Deep Network Regularization via Bayesian Inference of Synaptic Connectivity
Harris Partaourides, Sotirios P. Chatzis

TL;DR
This paper introduces a Bayesian inference-based regularization method for deep neural networks that automatically learns network sparsity, eliminating the need for heuristic dropout probabilities and improving generalization.
Contribution
It proposes a hierarchical Bayesian model with Bernoulli-Beta priors for synaptic connectivity, enabling heuristics-free regularization through marginalization.
Findings
Outperforms traditional dropout and DropConnect methods.
Automatically learns optimal network sparsity.
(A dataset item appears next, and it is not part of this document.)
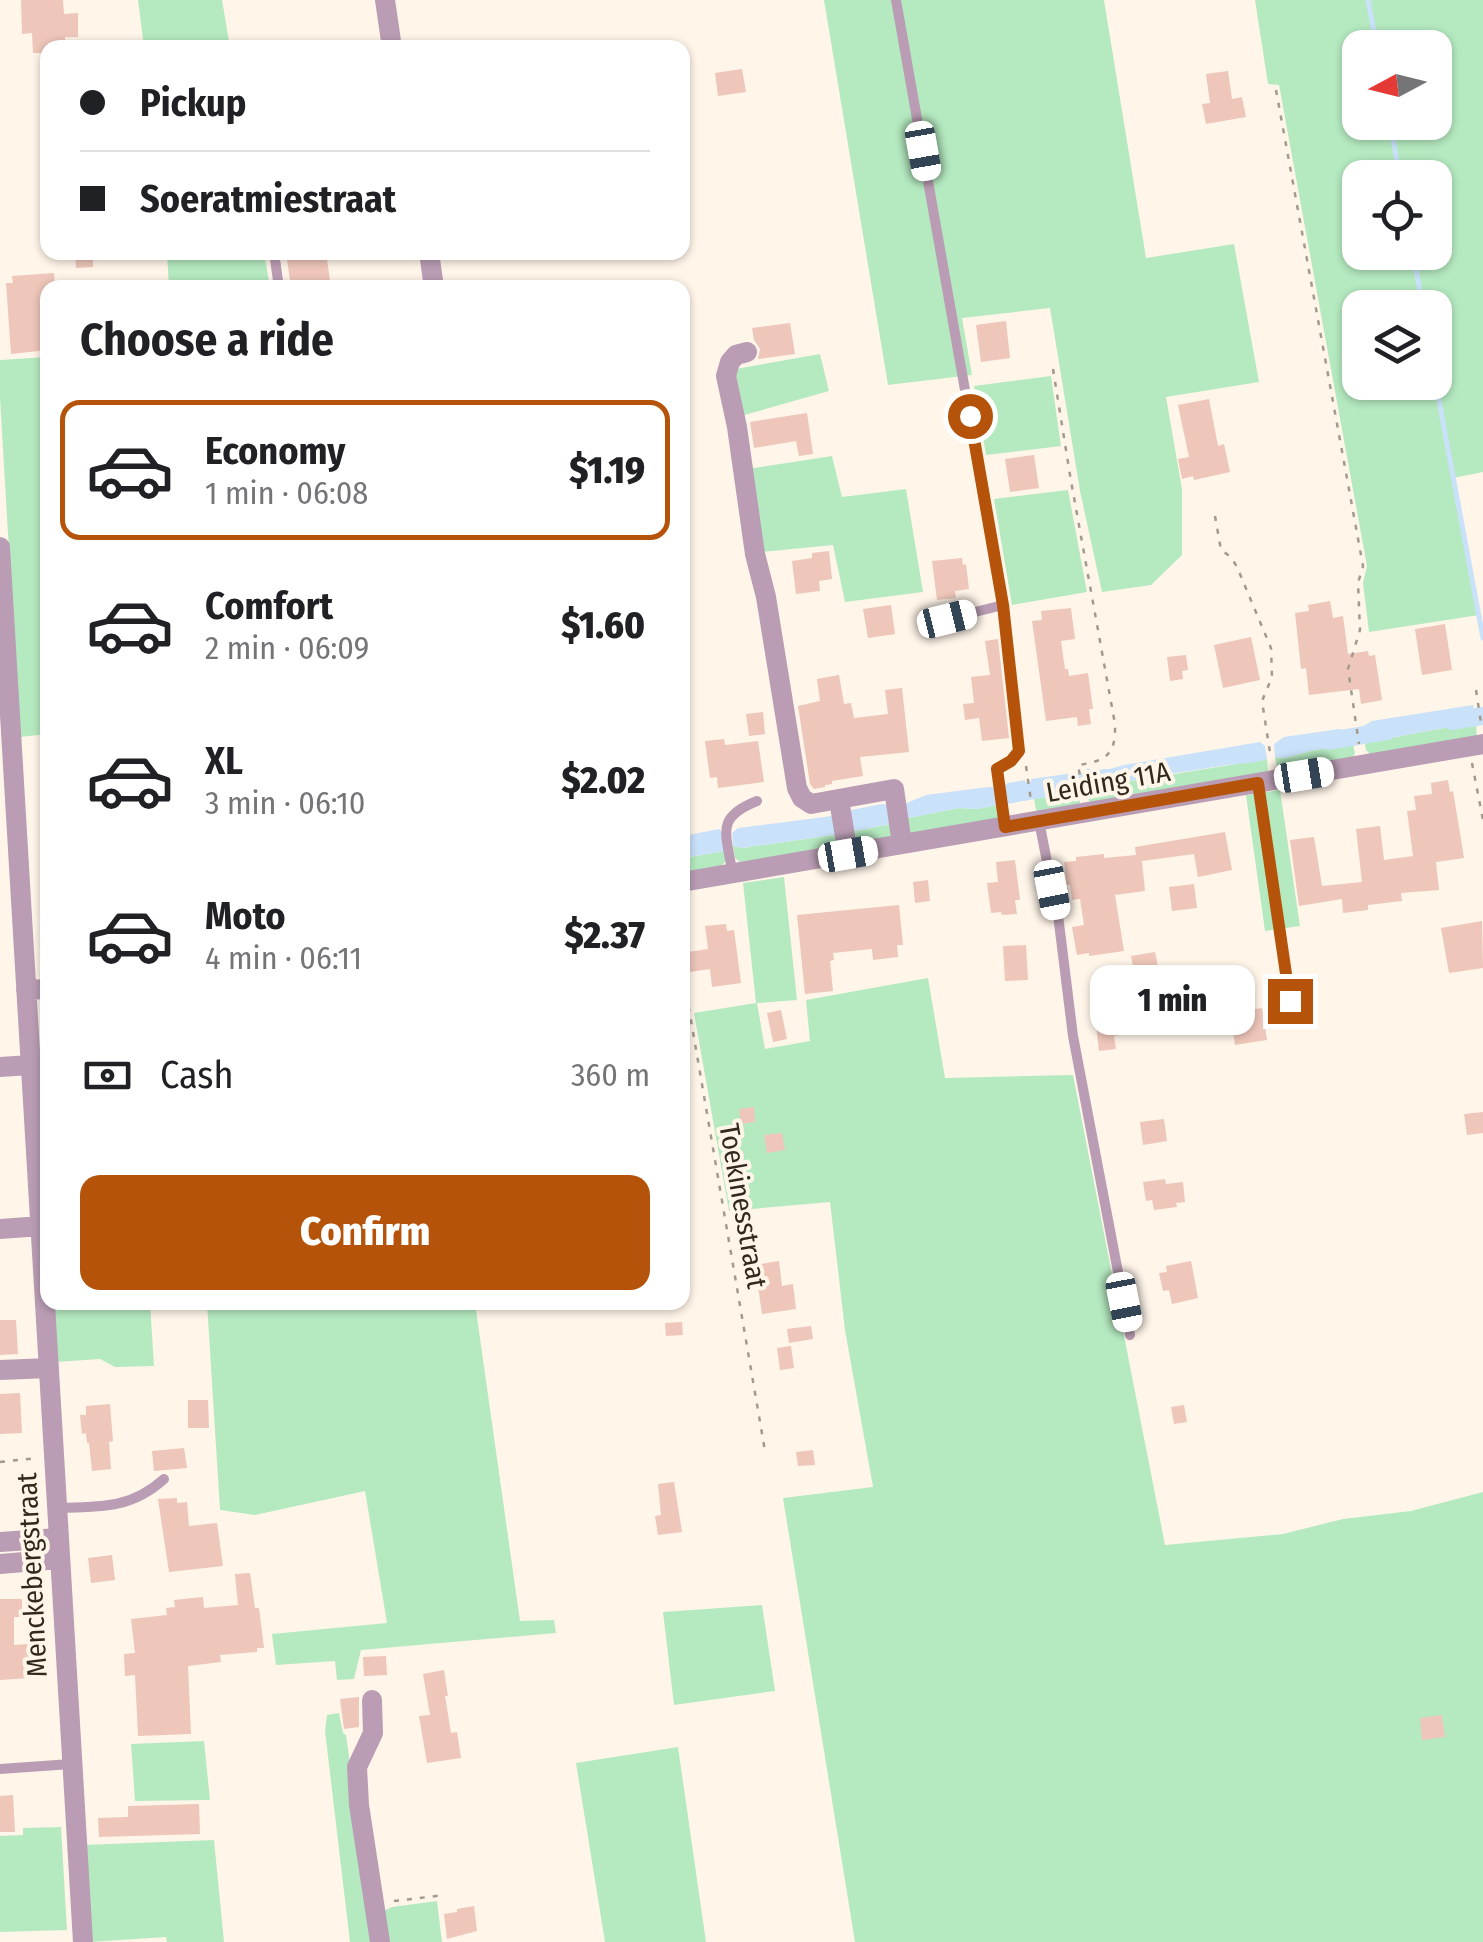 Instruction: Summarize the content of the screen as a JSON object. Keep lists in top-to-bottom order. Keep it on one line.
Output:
{"streets":{"street":["Leiding 11A","Menckebergstraat"],"path":["Toekinesstraat"]},"north":"left","page":{"banner":["Pickup","Soeratmiestraat"],"heading":"Choose a ride","list":[{"name":"Economy","note":"1 min · 06:08","value":"$1.19"},{"name":"Comfort","note":"2 min · 06:09","value":"$1.60"},{"name":"XL","note":"3 min · 06:10","value":"$2.02"},{"name":"Moto","note":"4 min · 06:11","value":"$2.37"}],"bubble":"1 min","pay":["Cash","360 m"],"buttons":"Confirm"}} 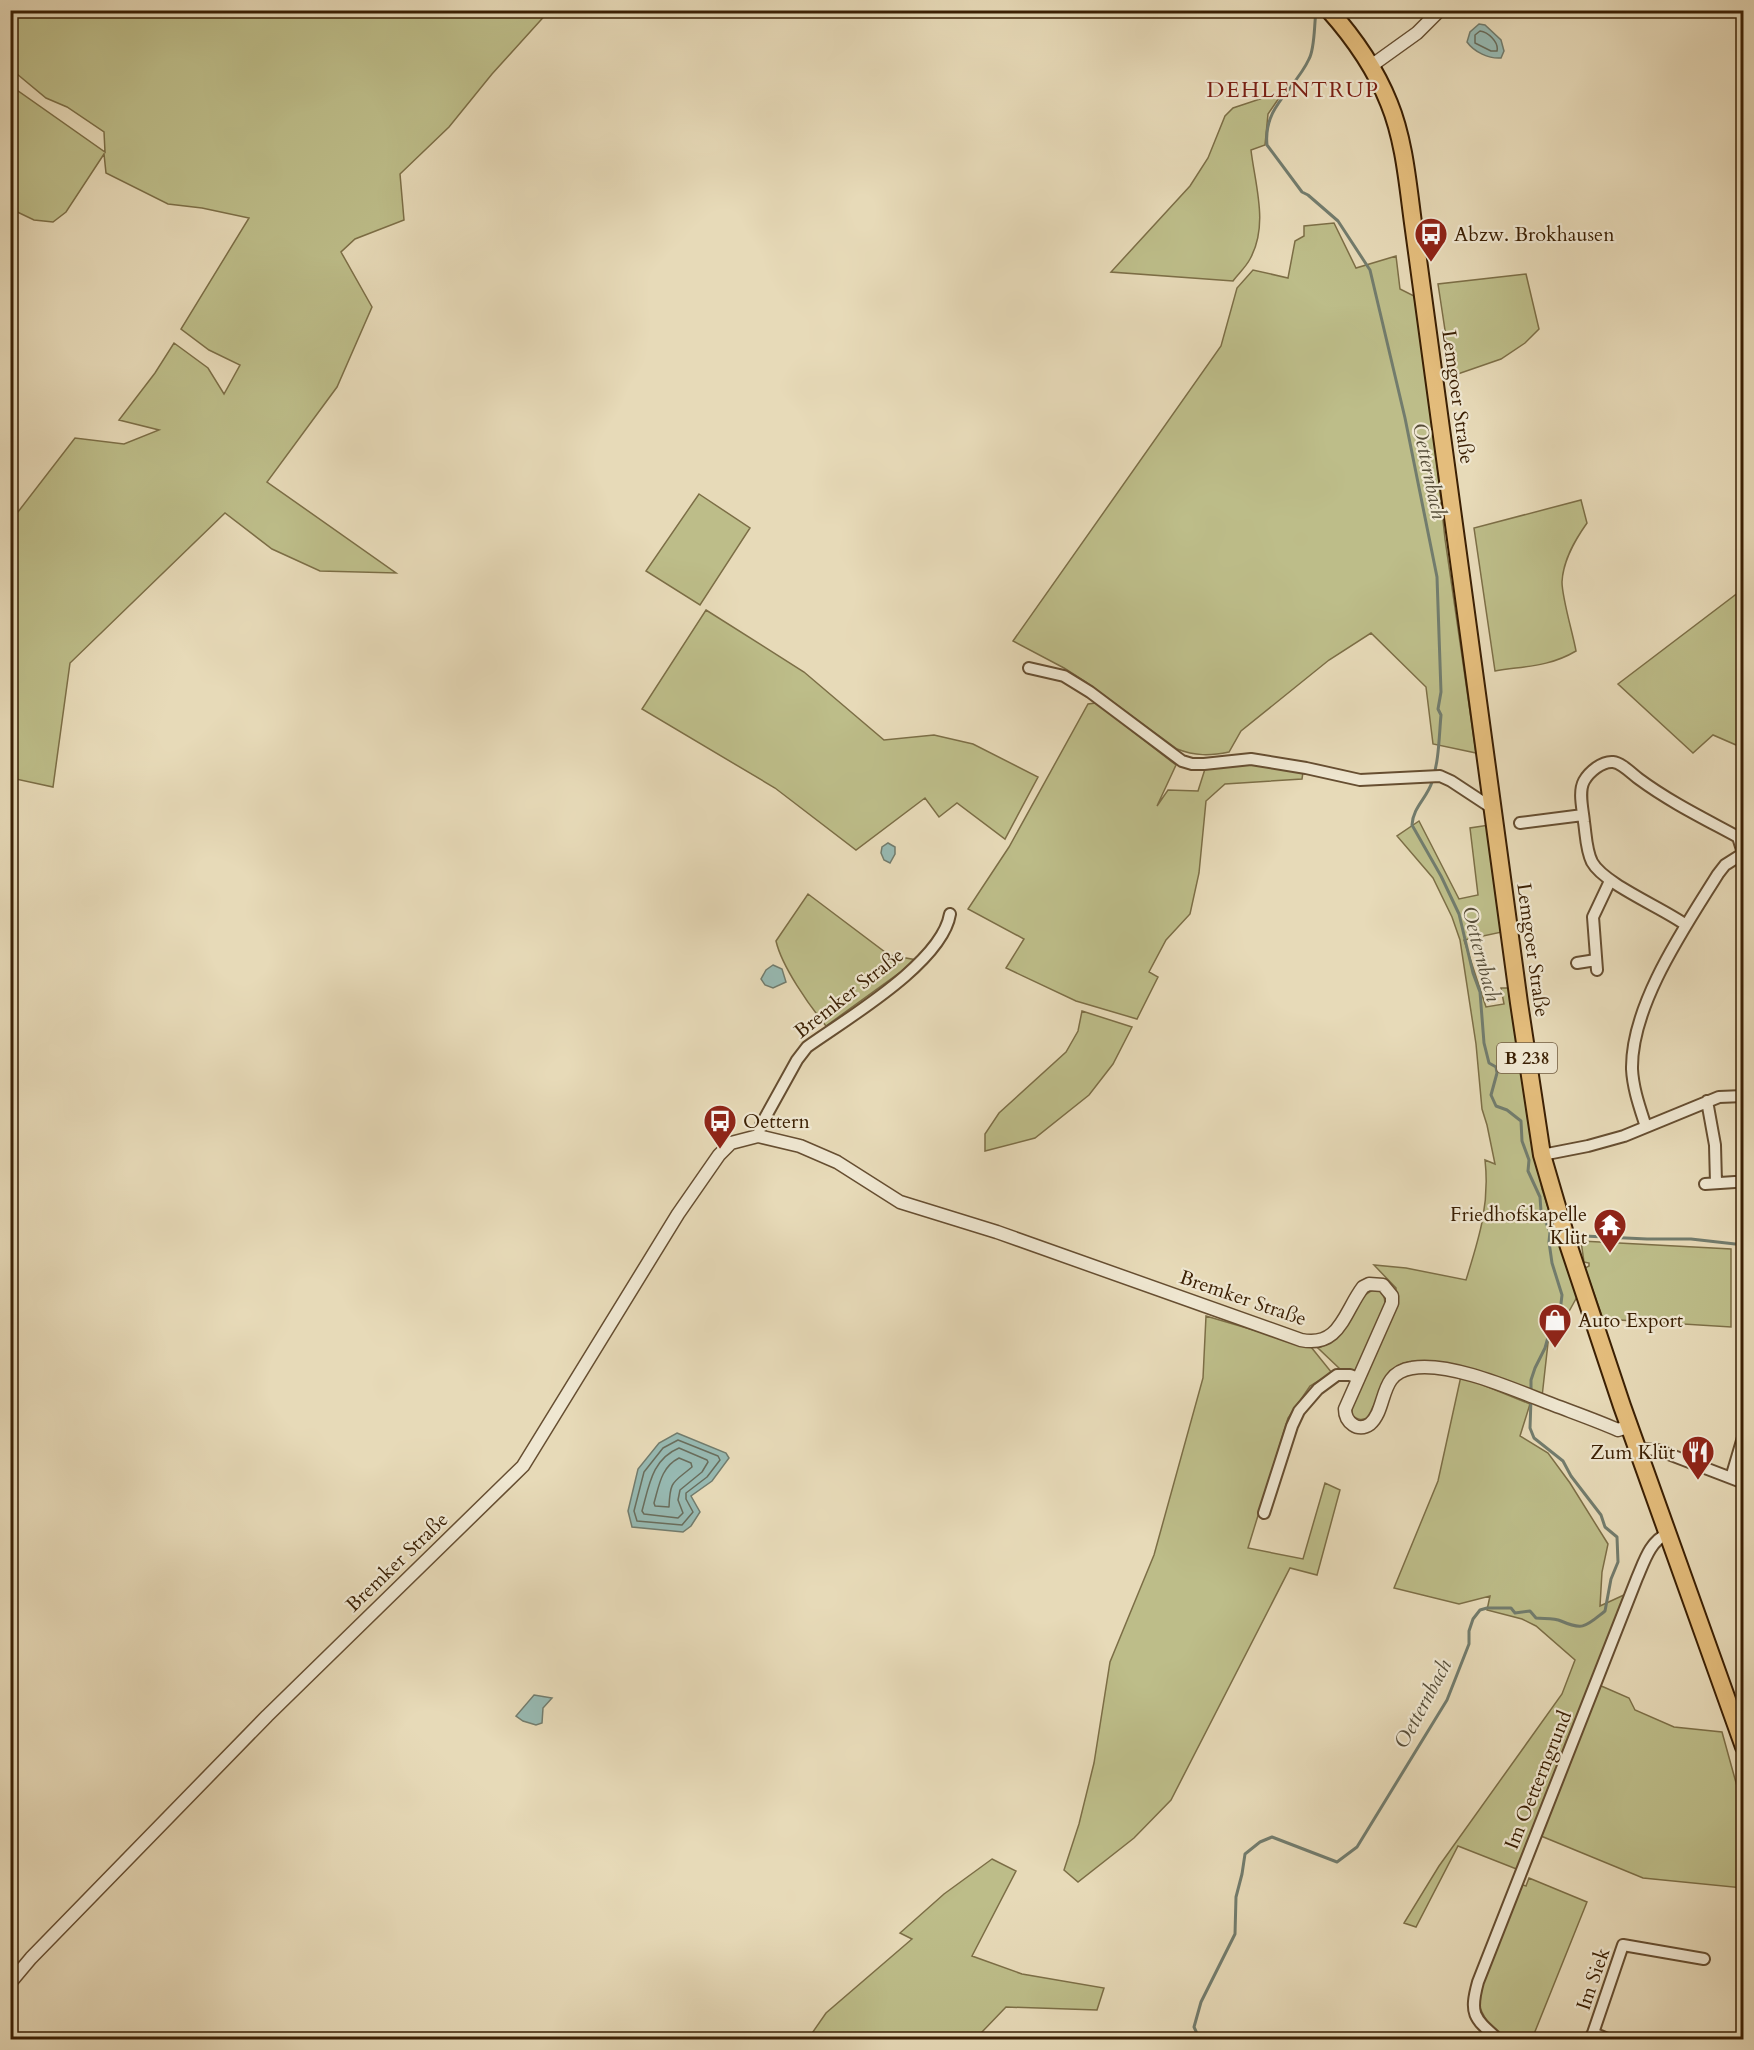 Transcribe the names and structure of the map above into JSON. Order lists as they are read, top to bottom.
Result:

Demonstrates improved generalization on benchmark datasets.
Abstract
Deep neural networks (DNNs) often require good regularizers to generalize well. Currently, state-of-the-art DNN regularization techniques consist in randomly dropping units and/or connections on each iteration of the training algorithm. Dropout and DropConnect are characteristic examples of such regularizers, that are widely popular among practitioners. However, a drawback of such approaches consists in the fact that their postulated probability of random unit/connection omission is a constant that must be heuristically selected based on the obtained performance in some validation set. To alleviate this burden, in this paper we regard the DNN regularization problem from a Bayesian inference perspective: We impose a sparsity-inducing prior over the network synaptic weights, where the sparsity is induced by a set of Bernoulli-distributed binary variables with Beta (hyper-)priors over…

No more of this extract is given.